Solve the auxiliary equation for the difference equation

The auxiliary equation for the difference equation \({y_{k + 2}} - \frac{9}{2}{y_{k + 1}} + 2{y_k} = 2 + 3k\) is obtained below:

\(\begin{aligned} {r^{k + 2}} - \frac{9}{2}{r^{k + 1}} + 2{r^k} = 0\\{r^k}\left( {{r^2} - \frac{9}{2}r + 2} \right) &= 0\\2{r^2} - 9r + 4 &= 0\\2{r^2} - 8r - r + 4 &= 0\\\left( {2r - 1} \right)\left( {r - 4} \right) &= 0\\r &= \frac{1}{2},\,4\end{aligned}\)

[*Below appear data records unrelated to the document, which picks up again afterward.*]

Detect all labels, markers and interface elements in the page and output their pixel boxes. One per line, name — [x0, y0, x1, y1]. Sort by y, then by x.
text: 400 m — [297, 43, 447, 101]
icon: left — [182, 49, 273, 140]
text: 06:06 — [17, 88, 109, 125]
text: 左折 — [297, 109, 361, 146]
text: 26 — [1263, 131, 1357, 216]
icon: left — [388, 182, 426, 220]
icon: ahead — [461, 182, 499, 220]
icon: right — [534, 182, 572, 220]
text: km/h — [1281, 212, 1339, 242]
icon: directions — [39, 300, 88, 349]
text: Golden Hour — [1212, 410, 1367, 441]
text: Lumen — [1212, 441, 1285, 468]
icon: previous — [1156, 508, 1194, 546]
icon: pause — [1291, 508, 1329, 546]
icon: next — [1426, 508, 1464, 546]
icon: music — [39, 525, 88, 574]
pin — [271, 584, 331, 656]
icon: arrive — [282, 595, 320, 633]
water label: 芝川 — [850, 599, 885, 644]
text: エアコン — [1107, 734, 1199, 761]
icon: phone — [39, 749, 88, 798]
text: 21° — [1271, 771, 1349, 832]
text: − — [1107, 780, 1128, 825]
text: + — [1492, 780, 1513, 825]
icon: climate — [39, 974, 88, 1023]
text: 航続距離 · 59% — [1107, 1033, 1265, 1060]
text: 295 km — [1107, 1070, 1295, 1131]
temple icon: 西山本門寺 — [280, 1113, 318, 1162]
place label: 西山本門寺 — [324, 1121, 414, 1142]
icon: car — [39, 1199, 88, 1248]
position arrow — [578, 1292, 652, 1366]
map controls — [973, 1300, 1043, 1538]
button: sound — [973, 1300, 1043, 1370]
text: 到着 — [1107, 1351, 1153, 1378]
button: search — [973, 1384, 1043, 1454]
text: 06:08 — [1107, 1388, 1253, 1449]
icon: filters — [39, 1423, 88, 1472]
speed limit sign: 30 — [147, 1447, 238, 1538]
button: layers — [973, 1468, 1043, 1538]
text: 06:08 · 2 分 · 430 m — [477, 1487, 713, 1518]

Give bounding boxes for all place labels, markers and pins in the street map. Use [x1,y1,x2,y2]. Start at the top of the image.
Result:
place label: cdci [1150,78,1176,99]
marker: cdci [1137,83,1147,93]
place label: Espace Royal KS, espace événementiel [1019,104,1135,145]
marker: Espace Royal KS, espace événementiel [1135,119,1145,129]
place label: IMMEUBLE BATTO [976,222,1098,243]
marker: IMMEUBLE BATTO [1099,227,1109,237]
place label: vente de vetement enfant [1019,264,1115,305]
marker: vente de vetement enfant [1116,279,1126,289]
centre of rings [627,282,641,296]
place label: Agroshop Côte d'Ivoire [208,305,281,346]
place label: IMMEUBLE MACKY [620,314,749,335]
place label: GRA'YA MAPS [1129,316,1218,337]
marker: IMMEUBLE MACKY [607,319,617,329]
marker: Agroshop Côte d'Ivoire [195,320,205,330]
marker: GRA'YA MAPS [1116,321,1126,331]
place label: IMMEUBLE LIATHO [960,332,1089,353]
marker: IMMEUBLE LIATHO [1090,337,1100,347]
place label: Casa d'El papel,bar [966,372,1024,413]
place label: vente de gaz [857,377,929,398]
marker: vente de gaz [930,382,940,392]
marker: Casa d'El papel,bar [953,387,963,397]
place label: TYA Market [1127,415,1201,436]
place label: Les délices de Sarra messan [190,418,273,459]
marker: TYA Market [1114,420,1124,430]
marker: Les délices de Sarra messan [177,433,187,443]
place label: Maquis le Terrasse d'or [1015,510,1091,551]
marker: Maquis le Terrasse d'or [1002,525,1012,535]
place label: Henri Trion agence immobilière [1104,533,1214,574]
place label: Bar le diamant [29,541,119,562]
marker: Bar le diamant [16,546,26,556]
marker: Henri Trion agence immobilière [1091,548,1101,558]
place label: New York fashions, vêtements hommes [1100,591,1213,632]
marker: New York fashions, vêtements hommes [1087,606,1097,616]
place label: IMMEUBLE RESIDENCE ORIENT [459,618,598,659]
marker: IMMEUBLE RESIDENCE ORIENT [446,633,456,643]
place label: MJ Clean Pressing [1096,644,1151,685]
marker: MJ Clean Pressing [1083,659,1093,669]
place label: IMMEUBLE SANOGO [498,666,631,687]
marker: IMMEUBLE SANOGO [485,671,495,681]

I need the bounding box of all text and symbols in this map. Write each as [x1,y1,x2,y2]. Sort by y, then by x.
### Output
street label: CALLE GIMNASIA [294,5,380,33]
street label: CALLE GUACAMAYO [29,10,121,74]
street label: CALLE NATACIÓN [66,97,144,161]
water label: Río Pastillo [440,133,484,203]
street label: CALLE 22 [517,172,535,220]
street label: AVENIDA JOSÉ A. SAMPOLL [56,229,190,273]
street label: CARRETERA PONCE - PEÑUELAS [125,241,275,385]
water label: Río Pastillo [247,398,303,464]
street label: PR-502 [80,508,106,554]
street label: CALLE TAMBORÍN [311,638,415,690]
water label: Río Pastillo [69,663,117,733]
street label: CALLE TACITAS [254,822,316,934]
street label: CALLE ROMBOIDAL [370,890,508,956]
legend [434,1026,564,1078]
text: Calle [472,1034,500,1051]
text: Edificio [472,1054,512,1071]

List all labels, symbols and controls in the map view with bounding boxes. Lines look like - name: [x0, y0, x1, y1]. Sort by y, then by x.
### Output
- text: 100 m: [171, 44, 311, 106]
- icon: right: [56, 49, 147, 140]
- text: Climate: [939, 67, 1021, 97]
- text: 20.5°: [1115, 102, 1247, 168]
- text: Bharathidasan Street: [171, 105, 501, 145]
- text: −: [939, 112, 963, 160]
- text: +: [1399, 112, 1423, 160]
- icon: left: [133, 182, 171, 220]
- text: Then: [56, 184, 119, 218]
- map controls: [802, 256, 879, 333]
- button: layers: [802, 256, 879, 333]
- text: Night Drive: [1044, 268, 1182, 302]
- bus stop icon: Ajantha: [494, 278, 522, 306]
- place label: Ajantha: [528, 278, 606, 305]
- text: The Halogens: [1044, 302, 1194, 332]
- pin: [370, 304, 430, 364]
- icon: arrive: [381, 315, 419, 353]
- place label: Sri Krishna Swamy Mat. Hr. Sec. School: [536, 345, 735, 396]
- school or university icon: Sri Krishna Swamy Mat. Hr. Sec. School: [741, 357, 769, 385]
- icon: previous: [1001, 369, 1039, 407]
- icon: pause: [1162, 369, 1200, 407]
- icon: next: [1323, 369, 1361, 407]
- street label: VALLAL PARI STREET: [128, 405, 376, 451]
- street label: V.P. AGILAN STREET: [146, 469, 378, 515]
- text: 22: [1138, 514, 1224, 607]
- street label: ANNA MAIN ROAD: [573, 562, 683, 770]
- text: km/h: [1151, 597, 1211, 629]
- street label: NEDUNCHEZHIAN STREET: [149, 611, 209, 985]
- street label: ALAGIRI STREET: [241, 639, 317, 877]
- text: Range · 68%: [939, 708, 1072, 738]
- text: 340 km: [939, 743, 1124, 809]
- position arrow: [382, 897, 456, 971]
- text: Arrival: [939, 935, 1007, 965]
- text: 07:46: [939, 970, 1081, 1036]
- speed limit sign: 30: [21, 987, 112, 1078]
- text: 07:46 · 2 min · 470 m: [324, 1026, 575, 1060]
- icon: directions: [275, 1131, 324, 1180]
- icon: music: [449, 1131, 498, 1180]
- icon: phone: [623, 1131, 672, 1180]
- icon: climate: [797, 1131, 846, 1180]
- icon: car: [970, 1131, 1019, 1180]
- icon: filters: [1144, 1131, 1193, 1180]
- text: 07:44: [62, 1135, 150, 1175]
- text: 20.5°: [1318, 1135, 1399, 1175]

So, the general solutions of the auxiliary set are \({\frac{1}{2}^k}\) and \({4^k}\).

Find the general solution

The general solution of the difference equation is

\(y = {c_1}{\left( {\frac{1}{2}} \right)^k} + {c_2}{\left( 4 \right)^k} + \left( {2 - 2k} \right)\).

So, the given signal is the solution of the difference equation, and the general solution of the difference equation is \(y = {c_1}{\left( {\frac{1}{2}} \right)^k} + {c_2}{\left( 4 \right)^k} + \left( {2 - 2k} \right)\).